Laughing, she asks, “You always did pull a word out of your ass that no one expected you to use. To answer your question, yes, we did. It was best for both of us. He moved to Wyoming with his grandfather, and I stayed where I was until Will came along several years later.”

“Why hadn’t he lived with his grandfather instead of foster care?”

“Dylan said that his grandfather wasn’t well enough to care for him. So, when he was old enough, he went out and took care of his grandfather.”

“You stay in touch?”

“At first, for a few years. His grandfather eventually passed, but he stayed out there working on a ranch and eventually married again. I lost contact after that. What about you?”

“Told ya.”

“No. Kids?”

Laughing, I say, “You can pretty much guess my reason.”

“For the same reason, Dylan didn’t want any, I’m guessing. His parents were on drugs really bad, too, although he wasn’t in the system as long as you were.”

“Still doesn’t explain why you didn’t have any with Will.”

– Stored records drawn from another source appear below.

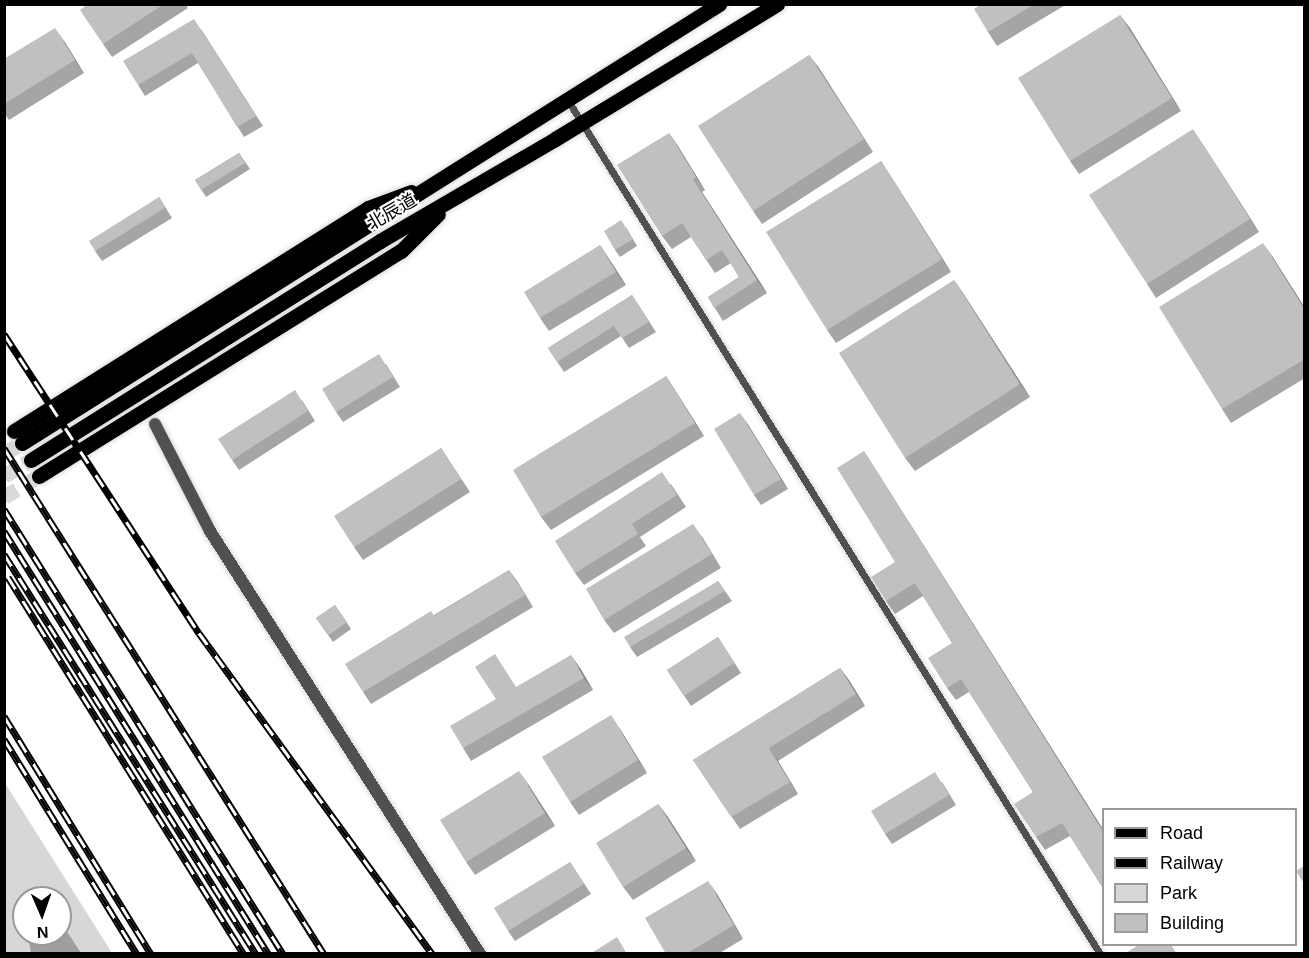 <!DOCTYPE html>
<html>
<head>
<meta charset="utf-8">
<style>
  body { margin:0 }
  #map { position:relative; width:1309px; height:958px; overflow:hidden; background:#fff; font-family:Arial,"Noto Sans SC",sans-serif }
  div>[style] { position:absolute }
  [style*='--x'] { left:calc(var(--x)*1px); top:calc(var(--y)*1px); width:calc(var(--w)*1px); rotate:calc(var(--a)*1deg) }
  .green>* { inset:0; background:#d7d7d7 }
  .water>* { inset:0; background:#9e9e9e }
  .primary-tunnel>* { height:15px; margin-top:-7.5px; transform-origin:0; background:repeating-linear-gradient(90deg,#d9d9d9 0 15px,transparent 0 23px) }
  .roads { filter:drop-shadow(0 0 2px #dbdbdb) drop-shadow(0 0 2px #dbdbdb) }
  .lane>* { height:7px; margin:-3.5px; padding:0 3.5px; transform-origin:3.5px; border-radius:3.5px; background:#505050 }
  .street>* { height:12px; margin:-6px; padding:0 6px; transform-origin:6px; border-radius:6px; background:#505050 }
  .primary>* { height:15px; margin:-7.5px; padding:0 7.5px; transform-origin:7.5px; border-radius:7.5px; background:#000 }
  .rail>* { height:7px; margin-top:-3.5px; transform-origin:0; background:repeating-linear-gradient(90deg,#fff 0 14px,#000 0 28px); box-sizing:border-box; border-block:2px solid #000 }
  .wall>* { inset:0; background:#a5a5a5 }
  .shaded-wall>* { inset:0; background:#868686 }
  .building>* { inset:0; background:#c0c0c0 }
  span { translate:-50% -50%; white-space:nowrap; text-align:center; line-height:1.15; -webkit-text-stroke:4.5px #fff; paint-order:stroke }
  .street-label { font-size:18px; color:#000 }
  .frame { position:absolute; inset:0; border:6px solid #000; pointer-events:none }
  .legend { position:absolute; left:1102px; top:808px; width:195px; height:138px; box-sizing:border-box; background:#fff; border:2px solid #999; margin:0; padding:8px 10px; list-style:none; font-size:18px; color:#000 }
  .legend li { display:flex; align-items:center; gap:12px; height:30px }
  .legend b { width:30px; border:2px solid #999 }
  .north { position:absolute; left:12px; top:886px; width:60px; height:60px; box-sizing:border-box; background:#fff; border:2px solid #999; border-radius:50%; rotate:178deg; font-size:16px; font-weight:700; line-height:24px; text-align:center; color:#000 }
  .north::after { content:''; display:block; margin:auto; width:21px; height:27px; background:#000; clip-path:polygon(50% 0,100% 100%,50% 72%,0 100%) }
</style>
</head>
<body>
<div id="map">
  <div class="green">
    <i style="clip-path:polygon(evenodd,5px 783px,112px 953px,5px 953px,5px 783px,24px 898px,60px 898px,60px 934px,24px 934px,24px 898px)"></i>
  </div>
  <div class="water">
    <i style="clip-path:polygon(60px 921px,81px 953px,31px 953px,28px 934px,60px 934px)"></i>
  </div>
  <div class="primary-tunnel">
    <i style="--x:4;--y:454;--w:21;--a:-31"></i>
    <i style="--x:4;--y:476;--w:31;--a:-31"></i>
    <i style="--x:4;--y:497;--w:41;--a:-31"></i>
  </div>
  <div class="roads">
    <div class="lane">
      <i style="--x:567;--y:99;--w:1008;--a:58.06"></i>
    </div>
    <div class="street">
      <i style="--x:155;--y:424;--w:120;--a:62.8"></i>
      <i style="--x:210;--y:531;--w:502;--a:57.45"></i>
    </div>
    <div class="primary">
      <i style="--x:14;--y:431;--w:418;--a:-32.2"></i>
      <i style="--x:368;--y:208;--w:46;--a:-20.4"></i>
      <i style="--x:22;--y:443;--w:824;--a:-32.2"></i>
      <i style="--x:31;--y:460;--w:412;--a:-32.1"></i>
      <i style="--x:380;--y:241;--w:203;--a:-30.2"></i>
      <i style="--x:555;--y:139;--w:260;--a:-31.3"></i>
      <i style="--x:39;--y:476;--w:426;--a:-31.9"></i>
      <i style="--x:401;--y:251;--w:52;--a:-45"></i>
    </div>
  </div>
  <div class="rail">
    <i style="--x:4;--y:334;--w:357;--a:56.9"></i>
    <i style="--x:199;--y:633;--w:397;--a:54"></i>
    <i style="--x:4;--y:448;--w:599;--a:57.69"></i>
    <i style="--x:4;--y:509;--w:525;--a:57.91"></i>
    <i style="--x:4;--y:531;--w:499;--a:58"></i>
    <i style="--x:4;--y:554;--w:473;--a:57.8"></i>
    <i style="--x:8;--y:577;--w:445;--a:58"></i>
    <i style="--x:4;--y:716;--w:280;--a:58.3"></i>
    <i style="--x:4;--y:739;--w:253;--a:58.3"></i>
  </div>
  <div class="wall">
    <i style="clip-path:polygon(88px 4px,185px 4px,188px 8px,112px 57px,103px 44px)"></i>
    <i style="clip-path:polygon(982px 4px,1067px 4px,997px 46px,988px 32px)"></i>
    <i style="clip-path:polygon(1120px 15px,1181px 111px,1079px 174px,1070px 161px)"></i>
    <i style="clip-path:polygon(201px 29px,263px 126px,244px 137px,198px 63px,145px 96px,138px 85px)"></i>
    <i style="clip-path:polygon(64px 41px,84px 73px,9px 120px,4px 113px,4px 59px)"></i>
    <i style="clip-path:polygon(809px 55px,873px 152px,762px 224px,753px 211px)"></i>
    <i style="clip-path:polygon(669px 133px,705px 190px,702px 192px,767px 293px,723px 321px,708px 297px,739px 277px,731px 263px,715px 273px,691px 237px,672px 249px,662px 236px)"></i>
    <i style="clip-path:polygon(1202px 143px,1259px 232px,1156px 298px,1147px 284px)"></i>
    <i style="clip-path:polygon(239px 153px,250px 169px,206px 197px,195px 180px)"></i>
    <i style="clip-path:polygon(881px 161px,951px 272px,836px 343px,827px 330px)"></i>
    <i style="clip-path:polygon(159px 197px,172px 218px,102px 261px,95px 251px)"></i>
    <i style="clip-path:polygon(626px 227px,637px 246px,620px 257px,615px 250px)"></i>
    <i style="clip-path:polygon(600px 245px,626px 285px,549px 331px,540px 318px)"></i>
    <i style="clip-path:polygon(1272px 256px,1305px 308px,1305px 378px,1231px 423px,1222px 409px)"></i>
    <i style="clip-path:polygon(954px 280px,1030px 397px,915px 471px,905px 458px)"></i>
    <i style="clip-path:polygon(632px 295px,656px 332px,629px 348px,621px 336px,564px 372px,548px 348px)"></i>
    <i style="clip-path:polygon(386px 364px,400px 387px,343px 422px,336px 412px)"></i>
    <i style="clip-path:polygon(666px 376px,704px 436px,551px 530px,541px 517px)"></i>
    <i style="clip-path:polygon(302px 400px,315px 421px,239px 470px,232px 460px)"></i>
    <i style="clip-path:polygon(747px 423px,788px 489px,761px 505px,754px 495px)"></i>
    <i style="clip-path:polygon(441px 448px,470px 492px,363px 560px,354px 547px)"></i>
    <i style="clip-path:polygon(864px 451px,1104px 831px,1104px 890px,1070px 836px,1045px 850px,1036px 837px,1033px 792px,969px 692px,956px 700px,947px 688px,952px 643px,923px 596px,895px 614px,886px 601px,895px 562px)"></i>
    <i style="clip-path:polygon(671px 484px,686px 507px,640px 537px,646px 546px,584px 585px,575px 573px)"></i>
    <i style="clip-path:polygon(702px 537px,721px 568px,614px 633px,604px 620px)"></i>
    <i style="clip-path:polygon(509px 570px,533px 607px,371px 704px,363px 692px,434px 615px)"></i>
    <i style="clip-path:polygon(718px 581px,732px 601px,637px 657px,630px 647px)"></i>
    <i style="clip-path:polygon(335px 605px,351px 629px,333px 642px,316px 618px)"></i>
    <i style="clip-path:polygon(718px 637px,741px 673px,691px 706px,667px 670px)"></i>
    <i style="clip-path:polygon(580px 668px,593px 690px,471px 761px,463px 748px,496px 699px,517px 687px)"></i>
    <i style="clip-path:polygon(840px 668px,865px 706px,778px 761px,798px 794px,740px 829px,693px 760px)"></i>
    <i style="clip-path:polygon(620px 729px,647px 773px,579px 815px,570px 802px)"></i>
    <i style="clip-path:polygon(942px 782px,956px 805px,892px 844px,885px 834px)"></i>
    <i style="clip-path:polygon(528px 784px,555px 826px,475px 875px,466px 862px)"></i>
    <i style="clip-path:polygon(658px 804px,696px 861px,633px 900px,623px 887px)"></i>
    <i style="clip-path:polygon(570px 862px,591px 894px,515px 941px,508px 931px)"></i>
    <i style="clip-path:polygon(717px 894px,743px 939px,718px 954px,666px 954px)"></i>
  </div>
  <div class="shaded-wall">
    <i style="clip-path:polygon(1120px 15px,1130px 28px,1181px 111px,1172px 98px)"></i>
    <i style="clip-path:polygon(55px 28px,64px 41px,84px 73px,75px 60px)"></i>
    <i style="clip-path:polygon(809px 55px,819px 68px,873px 152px,864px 139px)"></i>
    <i style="clip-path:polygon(1193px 129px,1202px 143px,1259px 232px,1250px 219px)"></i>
    <i style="clip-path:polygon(669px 133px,678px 146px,705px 190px,696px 177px)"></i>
    <i style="clip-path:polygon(881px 161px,890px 175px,951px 272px,942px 259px)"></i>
    <i style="clip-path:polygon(693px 179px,702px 192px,767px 293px,757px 280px)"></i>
    <i style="clip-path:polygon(1263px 243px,1272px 256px,1305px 308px,1305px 310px)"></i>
    <i style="clip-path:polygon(600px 245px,609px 259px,626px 285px,616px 272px)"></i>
    <i style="clip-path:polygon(954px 280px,963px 293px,1030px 397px,1020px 384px)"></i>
    <i style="clip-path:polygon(666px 376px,675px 390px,704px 436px,695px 423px)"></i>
    <i style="clip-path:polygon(740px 413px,747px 423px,788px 489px,781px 479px)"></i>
    <i style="clip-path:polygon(864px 451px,1104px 831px,1104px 833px)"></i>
    <i style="clip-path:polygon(693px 524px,702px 537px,721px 568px,712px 554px)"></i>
    <i style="clip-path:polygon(509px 570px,517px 581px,533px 607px,525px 595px)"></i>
    <i style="clip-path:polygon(571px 655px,580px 668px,593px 690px,584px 678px)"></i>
    <i style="clip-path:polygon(840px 668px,849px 680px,865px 706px,856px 694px)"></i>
    <i style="clip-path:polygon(611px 715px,620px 729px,647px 773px,638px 760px)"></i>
    <i style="clip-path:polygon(769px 748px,778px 761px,798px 794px,790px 782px)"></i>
    <i style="clip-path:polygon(519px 771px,528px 784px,555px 826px,545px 813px)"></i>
    <i style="clip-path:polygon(658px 804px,668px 817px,696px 861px,686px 848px)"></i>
    <i style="clip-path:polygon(708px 881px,717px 894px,743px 939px,734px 925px)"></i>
  </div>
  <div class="building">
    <i style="clip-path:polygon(88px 4px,164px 4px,103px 44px,80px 10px)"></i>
    <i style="clip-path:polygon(982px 4px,1035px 4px,988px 32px,974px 9px)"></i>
    <i style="clip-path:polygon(1120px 15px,1172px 98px,1070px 161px,1018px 78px)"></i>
    <i style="clip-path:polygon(194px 19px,256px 116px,237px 127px,192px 53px,138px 85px,123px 61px)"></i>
    <i style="clip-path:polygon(55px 28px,75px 60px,4px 104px,4px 59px)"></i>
    <i style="clip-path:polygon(809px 55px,864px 139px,753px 211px,698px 126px)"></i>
    <i style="clip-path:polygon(1193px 129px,1250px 219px,1147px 284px,1089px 195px)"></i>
    <i style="clip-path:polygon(669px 133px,696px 177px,693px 179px,757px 280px,714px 308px,708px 297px,739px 277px,722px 250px,706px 260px,682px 223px,662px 236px,617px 165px)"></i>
    <i style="clip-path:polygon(239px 153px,245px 163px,201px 190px,195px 180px)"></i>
    <i style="clip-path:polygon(881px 161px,942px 259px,827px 330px,766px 232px)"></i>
    <i style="clip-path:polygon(159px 197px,165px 208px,95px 251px,89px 241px)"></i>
    <i style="clip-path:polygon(621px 220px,633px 239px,615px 250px,604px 231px)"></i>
    <i style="clip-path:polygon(1263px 243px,1305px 310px,1305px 359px,1222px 409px,1159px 307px)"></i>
    <i style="clip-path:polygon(600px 245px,616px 272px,540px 318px,524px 292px)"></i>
    <i style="clip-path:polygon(954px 280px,1020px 384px,905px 458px,839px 353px)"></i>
    <i style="clip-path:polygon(632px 295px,649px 322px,622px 338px,614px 326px,557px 362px,548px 348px)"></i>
    <i style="clip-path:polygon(379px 354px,393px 377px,336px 412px,322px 389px)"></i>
    <i style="clip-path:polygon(666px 376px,695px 423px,541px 517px,513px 470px)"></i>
    <i style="clip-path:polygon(295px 390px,308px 411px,232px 460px,218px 439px)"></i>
    <i style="clip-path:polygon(740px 413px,781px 479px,754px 495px,714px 429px)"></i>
    <i style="clip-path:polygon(441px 448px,461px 479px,354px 547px,334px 516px)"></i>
    <i style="clip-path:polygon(864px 451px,1104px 833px,1104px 890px,1062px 823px,1036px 837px,1014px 804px,1033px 792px,961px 679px,947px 688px,928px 658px,952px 643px,915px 583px,886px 601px,871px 577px,895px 562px,837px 468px)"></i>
    <i style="clip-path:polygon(662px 472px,677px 495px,632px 524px,638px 534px,575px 573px,555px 541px)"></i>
    <i style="clip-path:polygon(693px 524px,712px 554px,604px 620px,586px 589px)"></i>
    <i style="clip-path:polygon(509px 570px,525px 595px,363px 692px,345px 664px,431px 611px,434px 616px)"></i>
    <i style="clip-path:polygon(718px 581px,725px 591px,630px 647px,624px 637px)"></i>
    <i style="clip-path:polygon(335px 605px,347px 622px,329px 635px,316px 618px)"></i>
    <i style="clip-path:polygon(718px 637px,734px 663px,684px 696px,667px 670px)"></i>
    <i style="clip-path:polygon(495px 654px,516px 687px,571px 655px,584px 678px,463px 748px,450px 726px,496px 699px,475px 667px)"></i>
    <i style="clip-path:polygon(840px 668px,856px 694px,769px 748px,790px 782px,731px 817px,693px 760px)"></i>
    <i style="clip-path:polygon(611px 715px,638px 760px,570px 802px,542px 757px)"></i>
    <i style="clip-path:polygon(519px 771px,545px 813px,466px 862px,440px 820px)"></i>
    <i style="clip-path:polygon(935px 772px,949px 795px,885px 834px,871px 811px)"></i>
    <i style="clip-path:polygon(658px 804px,686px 848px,623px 887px,596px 843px)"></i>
    <i style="clip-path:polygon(570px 862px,584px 884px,508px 931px,494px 908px)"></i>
    <i style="clip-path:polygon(1305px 865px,1305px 885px,1296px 871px)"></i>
    <i style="clip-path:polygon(708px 881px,734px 925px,686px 954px,666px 954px,645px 918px)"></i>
    <i style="clip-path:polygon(617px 937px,627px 954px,590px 954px)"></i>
    <i style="clip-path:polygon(1137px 945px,1171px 945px,1177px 954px,1124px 954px,1137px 946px)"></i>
  </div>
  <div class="street-label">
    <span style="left:392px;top:212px;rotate:-30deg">北辰道</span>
  </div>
  <div class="frame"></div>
  <ul class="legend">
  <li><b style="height:8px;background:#000"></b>Road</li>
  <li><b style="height:8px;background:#000"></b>Railway</li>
  <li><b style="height:16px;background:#d7d7d7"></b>Park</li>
  <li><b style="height:16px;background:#c0c0c0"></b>Building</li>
  </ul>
  <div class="north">N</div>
</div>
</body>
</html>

“Scared. Never wanted to love anyone as much as I loved my parents and then lose them. Scared that if anything ever happened to me, my kids might have to go through the same thing that I did.”

“Can’t live your life based on fear, Nova.”

“You did.”

“No. I lived it based on logic. I knew my mom was fucked up, never knew what fuckoff might be my dad, and with my twisted mind didn’t want to pass any of those genes off to anyone. It’s safer that way. ‘Sides, I’m a selfish bastard.”

“No, you’re not. You never were. You always put my needs before yours.”

“You were a puny kid that was scared and lost and easy prey. You needed someone to look out for you.”

Shrugging, she says, “Whatever the logic, you’d apply it to your kids, too.”

“Maybe. Maybe not,” I say, getting up and jogging down the porch steps to crush my cigarette under my foot.

I walk out to the water’s edge and toss the cigarette out into the ocean.

I hear her footsteps behind me.

“Thank you,” she says softly, stepping up beside me.

“For?”

“Back then. I never told you how much it meant to me.”

I crook my arm over her shoulders and press a kiss to the top of her head. She was my saving grace, too. She taught me how to give a damn again.